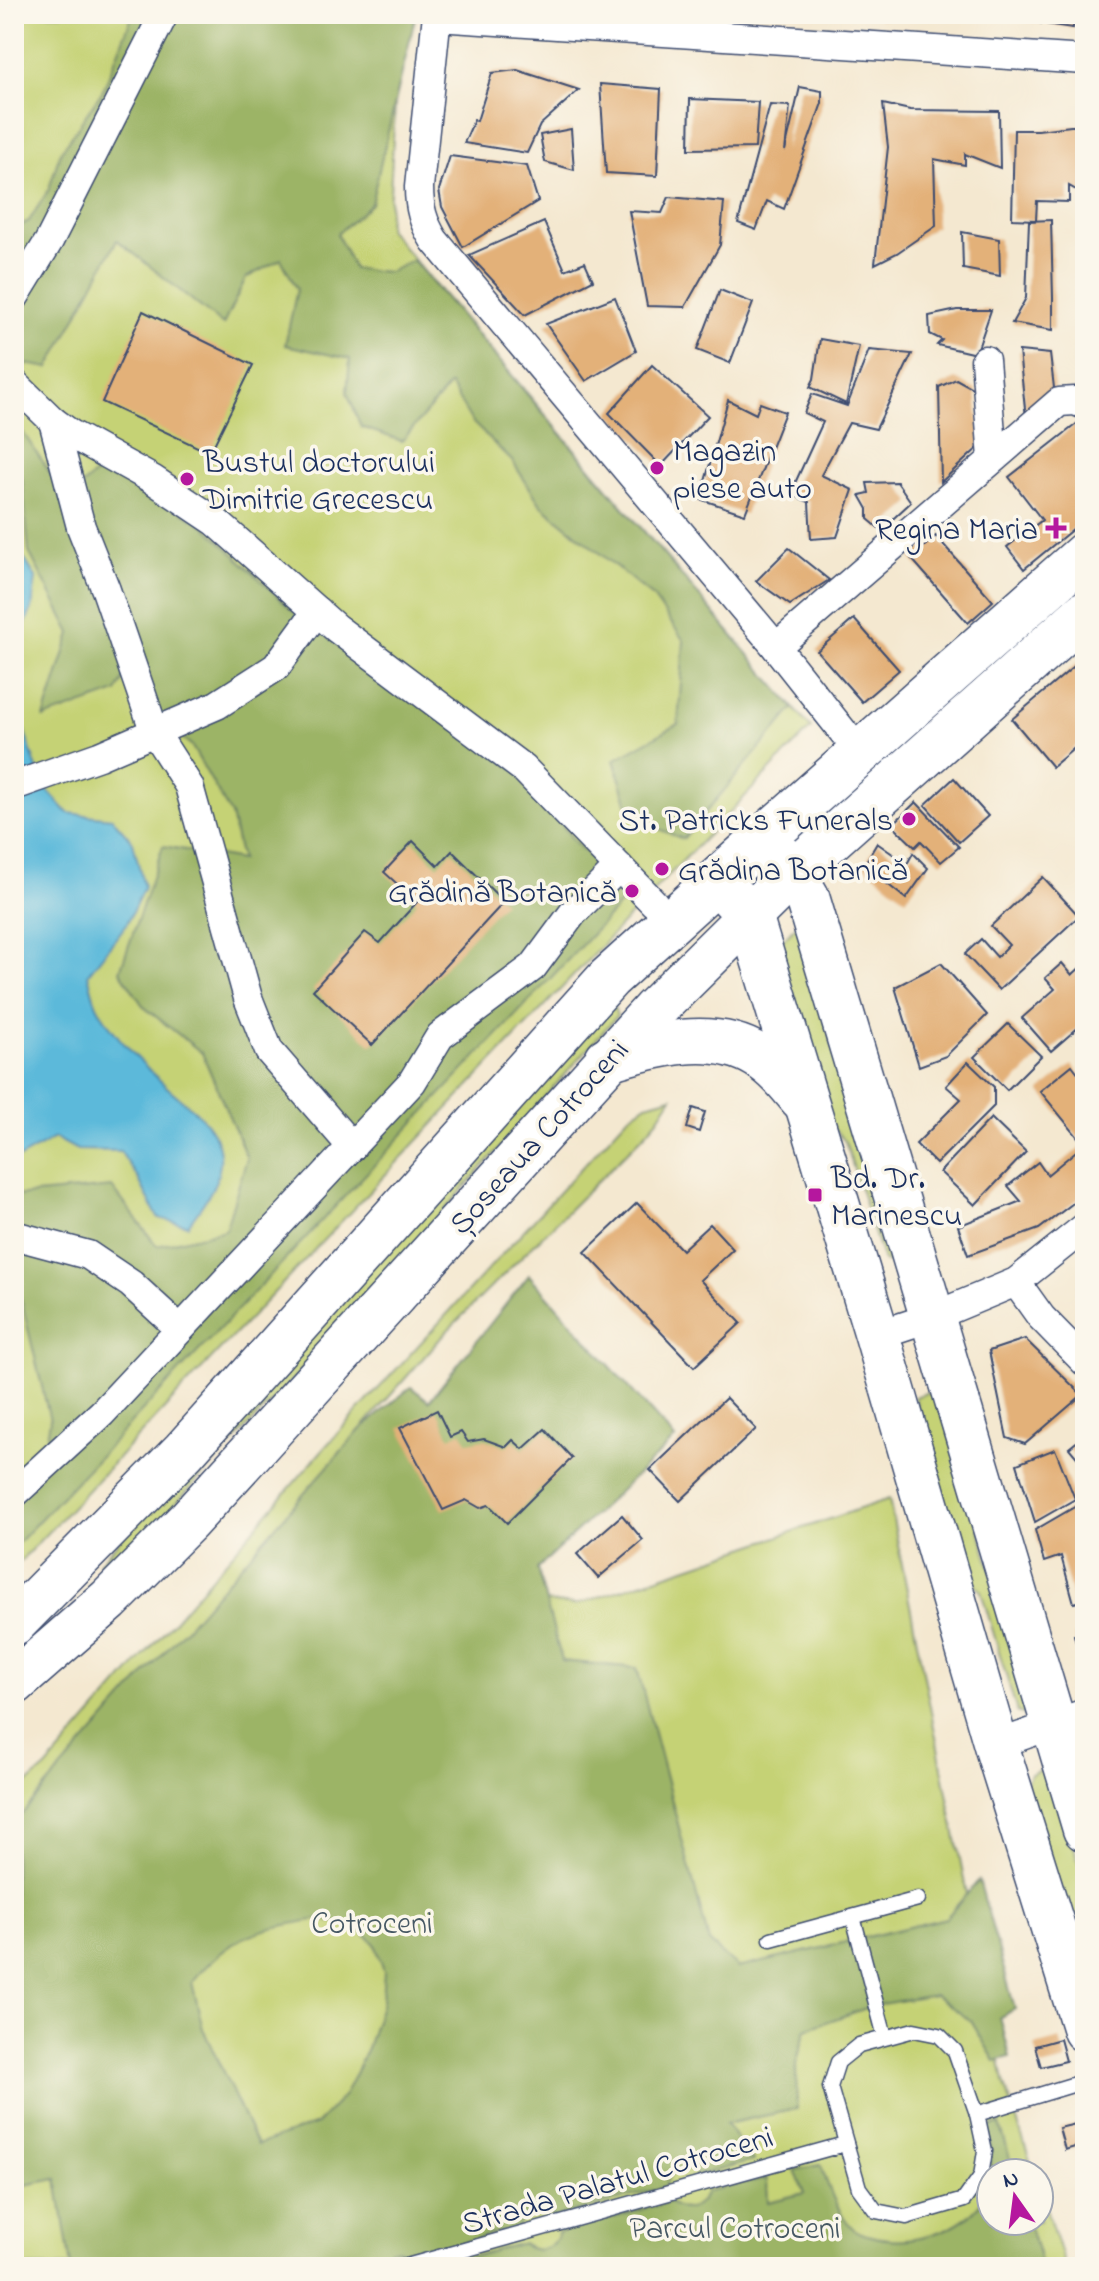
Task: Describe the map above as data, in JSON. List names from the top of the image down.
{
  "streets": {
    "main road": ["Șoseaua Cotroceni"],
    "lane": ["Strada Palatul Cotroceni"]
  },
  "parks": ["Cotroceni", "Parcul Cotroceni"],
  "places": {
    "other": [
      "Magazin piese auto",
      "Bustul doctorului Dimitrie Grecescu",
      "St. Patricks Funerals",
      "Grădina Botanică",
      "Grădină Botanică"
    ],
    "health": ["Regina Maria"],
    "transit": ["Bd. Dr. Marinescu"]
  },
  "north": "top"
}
════════════════
**Activity**
Every line above must appear in the answer unchanged, and no picture may appear in it.

**Written answer**
Task: Describe the map above as data, in JSON. List names from the top of the image down.
{
  "streets": {
    "main road": ["Șoseaua Cotroceni"],
    "lane": ["Strada Palatul Cotroceni"]
  },
  "parks": ["Cotroceni", "Parcul Cotroceni"],
  "places": {
    "other": [
      "Magazin piese auto",
      "Bustul doctorului Dimitrie Grecescu",
      "St. Patricks Funerals",
      "Grădina Botanică",
      "Grădină Botanică"
    ],
    "health": ["Regina Maria"],
    "transit": ["Bd. Dr. Marinescu"]
  },
  "north": "top"
}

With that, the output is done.